Maximizing GPU Efficiency: Setting Up MIG on Nvidia H100 in Kubernetes
Table of Contents
- Introduction
- Prerequisites
- MIG Concepts & H100 Specifics
- Enabling MIG on the H100
- Integrating MIG with Kubernetes using the GPU Operator
- Real-World Use Case: Multi-Tenant GPU Efficiency with MIG
- Conclusion
Introduction
Modern AI and machine learning workloads often require powerful GPUs, but not every task needs the full capacity of a high-end card like the Nvidia H100. In multi-tenant environments—where multiple users or teams share the same hardware, this can lead to significant GPU underutilization, wasted resources, and increased operational costs.
Nvidia's Multi-Instance GPU (MIG) technology addresses these challenges by allowing a single GPU to be partitioned into multiple, fully isolated instances. Each instance behaves like a separate GPU, enabling true multi-tenancy and much higher efficiency. This not only maximizes your hardware investment but also contributes to sustainability by reducing the need for additional GPUs and lowering energy consumption.

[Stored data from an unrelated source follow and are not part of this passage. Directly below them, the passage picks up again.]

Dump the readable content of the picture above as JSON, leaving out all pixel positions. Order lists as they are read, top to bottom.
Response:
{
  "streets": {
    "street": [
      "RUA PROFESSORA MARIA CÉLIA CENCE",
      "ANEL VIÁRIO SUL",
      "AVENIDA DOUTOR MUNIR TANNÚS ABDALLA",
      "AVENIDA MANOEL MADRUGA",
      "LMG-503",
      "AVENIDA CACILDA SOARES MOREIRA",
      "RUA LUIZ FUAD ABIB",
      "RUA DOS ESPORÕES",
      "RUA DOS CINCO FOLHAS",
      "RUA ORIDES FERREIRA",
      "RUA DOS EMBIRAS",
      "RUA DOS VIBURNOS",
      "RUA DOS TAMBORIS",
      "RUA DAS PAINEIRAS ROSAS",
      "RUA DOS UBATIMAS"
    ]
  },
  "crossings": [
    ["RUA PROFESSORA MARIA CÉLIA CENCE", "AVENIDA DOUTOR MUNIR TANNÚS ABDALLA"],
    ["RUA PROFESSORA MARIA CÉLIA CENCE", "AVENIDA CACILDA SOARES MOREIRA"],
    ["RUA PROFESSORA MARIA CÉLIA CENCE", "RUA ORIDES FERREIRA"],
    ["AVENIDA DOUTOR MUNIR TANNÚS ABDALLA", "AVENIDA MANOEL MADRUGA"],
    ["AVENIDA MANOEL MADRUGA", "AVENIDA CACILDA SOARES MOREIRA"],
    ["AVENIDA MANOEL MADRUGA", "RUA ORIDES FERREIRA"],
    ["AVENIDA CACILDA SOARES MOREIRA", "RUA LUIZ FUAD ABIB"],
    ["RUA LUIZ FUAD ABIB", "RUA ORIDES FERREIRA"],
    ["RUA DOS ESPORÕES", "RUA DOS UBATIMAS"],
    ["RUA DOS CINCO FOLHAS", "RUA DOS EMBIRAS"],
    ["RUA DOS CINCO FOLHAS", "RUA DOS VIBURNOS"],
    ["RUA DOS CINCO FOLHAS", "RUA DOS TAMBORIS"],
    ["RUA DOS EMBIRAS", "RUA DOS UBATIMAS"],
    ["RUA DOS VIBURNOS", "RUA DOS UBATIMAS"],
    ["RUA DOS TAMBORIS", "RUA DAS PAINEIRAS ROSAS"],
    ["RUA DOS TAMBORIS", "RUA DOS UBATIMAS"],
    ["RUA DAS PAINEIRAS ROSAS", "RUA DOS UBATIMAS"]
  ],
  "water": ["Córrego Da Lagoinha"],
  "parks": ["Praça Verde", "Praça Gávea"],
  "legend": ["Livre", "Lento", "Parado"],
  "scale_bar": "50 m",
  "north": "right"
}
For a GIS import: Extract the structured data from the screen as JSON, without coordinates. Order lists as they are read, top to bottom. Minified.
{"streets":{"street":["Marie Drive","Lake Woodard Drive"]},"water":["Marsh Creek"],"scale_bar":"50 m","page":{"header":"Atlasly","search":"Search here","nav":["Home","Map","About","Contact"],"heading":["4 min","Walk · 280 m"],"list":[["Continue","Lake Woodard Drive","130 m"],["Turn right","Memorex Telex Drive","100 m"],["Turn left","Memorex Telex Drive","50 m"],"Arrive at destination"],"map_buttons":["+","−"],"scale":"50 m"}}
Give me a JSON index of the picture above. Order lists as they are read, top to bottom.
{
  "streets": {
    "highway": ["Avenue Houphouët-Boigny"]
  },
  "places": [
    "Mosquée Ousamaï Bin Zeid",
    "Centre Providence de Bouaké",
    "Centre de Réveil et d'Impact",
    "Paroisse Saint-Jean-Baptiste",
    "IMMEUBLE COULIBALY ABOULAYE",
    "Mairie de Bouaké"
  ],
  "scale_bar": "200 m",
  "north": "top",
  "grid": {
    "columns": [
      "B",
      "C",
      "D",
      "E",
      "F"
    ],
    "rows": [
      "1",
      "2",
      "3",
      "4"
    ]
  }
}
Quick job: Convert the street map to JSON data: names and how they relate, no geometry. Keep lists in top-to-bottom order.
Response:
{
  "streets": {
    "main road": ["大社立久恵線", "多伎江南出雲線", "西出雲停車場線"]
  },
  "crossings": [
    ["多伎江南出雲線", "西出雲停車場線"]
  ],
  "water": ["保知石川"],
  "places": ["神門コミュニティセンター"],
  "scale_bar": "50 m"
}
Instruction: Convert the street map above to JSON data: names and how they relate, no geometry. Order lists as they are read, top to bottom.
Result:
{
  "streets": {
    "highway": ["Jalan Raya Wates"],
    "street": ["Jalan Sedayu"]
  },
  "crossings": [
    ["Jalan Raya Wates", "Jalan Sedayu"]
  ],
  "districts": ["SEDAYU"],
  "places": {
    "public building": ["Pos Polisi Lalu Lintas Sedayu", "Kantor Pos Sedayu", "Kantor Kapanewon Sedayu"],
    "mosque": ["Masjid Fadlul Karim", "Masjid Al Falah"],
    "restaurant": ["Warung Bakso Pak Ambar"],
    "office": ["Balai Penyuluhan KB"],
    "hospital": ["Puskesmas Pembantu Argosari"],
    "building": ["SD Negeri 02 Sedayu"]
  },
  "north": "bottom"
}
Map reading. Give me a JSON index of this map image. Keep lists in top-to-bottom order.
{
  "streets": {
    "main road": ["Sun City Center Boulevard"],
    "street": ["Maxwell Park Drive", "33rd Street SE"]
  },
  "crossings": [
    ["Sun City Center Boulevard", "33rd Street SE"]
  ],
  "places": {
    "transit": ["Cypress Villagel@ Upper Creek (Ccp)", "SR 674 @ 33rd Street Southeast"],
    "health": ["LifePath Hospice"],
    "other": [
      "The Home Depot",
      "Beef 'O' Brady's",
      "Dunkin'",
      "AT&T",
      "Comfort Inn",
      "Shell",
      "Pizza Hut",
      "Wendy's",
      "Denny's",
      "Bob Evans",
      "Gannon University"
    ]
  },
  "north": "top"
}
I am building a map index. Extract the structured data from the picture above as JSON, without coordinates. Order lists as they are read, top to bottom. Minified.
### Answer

In this post, we'll walk through how to set up and use MIG on the Nvidia H100 in a baremetal Kubernetes cluster, so you can maximize your GPU investment, enhance efficiency, and run diverse workloads side by side.
What you'll learn:
- What MIG is and how it works on the Nvidia H100
- How to enable and configure MIG for multi-tenancy
- How to set up MIG in a baremetal Kubernetes cluster using the GPU Operator
- How MIG can improve efficiency and sustainability in your infrastructure
Prerequisites
Before you begin, make sure you have the following:
- A baremetal Kubernetes cluster (Kubernetes v1.25 or newer recommended)
- At least one node equipped with an Nvidia H100 GPU
- Nvidia GPU drivers installed and compatible with the H100
- Helm installed on your management workstation
- kubectl access to your Kubernetes cluster
- (Optional) Basic familiarity with Linux and Kubernetes concepts
For setup instructions, refer to the official documentation:
Once you have these prerequisites in place, you'll be ready to enable and configure MIG on your H100 GPU within Kubernetes.
Supported GPUs
Not all the Nvidia GPUs support MIG, so be careful when you decide to buy one. In the official Nvidia documentation you can find out the supported GPUs
MIG Concepts & H100 Specifics
Nvidia's Multi-Instance GPU (MIG) technology allows a single physical GPU to be split into multiple, fully isolated GPU instances. Each instance has its own dedicated memory, compute cores, and resources, enabling multiple users or workloads to share a single GPU without interfering with each other.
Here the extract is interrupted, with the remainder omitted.